3) Start MCP from the `rag-ai-scientist` environment, but point it to the
analysis repo:

```bash
rag-ai-scientist mcp --project-root /path/to/analysis-repo
```

4) Let agents launch analysis commands explicitly inside the analysis
environment (for example via `conda run -p`), instead of relying on ambient
shell state.

### Safe command wrapper for agent execution

Create a wrapper script in the analysis repo (example:
`/path/to/analysis-repo/scripts/run_training.sh`) and let agents call only this
script:

```bash
#!/usr/bin/env bash
set -euo pipefail

ANALYSIS_ENV="/path/to/analysis-env"
ANALYSIS_REPO="/path/to/analysis-repo"

cd "$ANALYSIS_REPO"
exec conda run -p "$ANALYSIS_ENV" python scripts/train.py "$@"
```

This gives deterministic execution and avoids accidental environment drift.

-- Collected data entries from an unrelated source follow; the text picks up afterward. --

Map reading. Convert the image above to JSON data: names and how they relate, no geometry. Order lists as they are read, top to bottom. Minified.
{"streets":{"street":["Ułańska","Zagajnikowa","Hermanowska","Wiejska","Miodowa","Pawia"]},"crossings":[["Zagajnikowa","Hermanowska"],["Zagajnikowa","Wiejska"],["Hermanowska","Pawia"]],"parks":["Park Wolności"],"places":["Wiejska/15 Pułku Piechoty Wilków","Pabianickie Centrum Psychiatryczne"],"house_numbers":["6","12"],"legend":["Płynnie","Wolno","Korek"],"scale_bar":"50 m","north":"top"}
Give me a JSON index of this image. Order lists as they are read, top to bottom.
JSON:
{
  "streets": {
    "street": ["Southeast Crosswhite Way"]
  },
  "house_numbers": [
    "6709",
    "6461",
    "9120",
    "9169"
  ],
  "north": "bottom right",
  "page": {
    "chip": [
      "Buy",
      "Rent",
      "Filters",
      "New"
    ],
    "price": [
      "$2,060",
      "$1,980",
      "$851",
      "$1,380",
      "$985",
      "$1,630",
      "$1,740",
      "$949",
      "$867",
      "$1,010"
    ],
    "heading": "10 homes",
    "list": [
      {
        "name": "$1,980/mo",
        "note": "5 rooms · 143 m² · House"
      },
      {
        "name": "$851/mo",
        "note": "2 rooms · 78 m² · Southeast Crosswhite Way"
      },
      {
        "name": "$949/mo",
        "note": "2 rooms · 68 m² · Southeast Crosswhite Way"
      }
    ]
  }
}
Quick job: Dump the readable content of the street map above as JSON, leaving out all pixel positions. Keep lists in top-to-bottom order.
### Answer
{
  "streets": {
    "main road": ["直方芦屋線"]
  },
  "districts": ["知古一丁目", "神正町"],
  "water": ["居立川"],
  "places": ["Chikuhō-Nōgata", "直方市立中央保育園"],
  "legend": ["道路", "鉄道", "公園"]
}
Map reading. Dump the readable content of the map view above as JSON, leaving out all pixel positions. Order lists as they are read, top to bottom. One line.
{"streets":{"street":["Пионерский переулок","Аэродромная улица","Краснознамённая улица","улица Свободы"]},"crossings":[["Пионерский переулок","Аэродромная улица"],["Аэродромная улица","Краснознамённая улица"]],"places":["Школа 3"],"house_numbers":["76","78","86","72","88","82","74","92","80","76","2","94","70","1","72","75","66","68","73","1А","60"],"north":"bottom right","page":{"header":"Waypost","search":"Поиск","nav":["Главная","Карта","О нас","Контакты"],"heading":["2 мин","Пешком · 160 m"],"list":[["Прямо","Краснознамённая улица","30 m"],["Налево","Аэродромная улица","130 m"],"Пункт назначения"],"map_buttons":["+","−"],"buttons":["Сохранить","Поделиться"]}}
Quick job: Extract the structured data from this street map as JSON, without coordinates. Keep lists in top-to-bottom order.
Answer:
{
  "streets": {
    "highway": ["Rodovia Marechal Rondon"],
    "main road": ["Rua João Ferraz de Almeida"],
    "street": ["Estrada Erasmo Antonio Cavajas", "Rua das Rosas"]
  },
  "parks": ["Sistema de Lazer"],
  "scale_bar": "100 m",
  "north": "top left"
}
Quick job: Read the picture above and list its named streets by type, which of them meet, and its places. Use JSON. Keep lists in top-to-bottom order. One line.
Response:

### Guardrails for autonomous edits and runs

- Restrict editable files to a whitelist (for example `configs/**/*.yaml`).
- Keep one output directory per run (`runs/<timestamp>_<tag>`).
- Save the exact config snapshot and command used for each run.
- Use a lock file to prevent concurrent training launches.
- Require human approval before expensive or long GPU jobs.

## Package Layout

```text
rag_ai_scientist/
  cli.py                  # Installable CLI entrypoint
  mcp_server.py           # MCP server implementation
  skills/                 # Packaged reusable skills
rag/
  index_documents.py      # Indexing backend used by setup-rag
configs/
  references.example.yaml # Example indexing config
```

## Development

```bash
python -m pip install -e .
python -m pip install build
python -m build
```

## License

- Open-source: AGPL-3.0-or-later (`LICENSE`)
- Commercial: see `LICENSE-COMMERCIAL.md`

## Security Notes

- Never commit secrets (`.env`, API keys, tokens).
- Keep local vector stores and credentials in gitignored paths.
- Review indexed sources before sharing databases externally.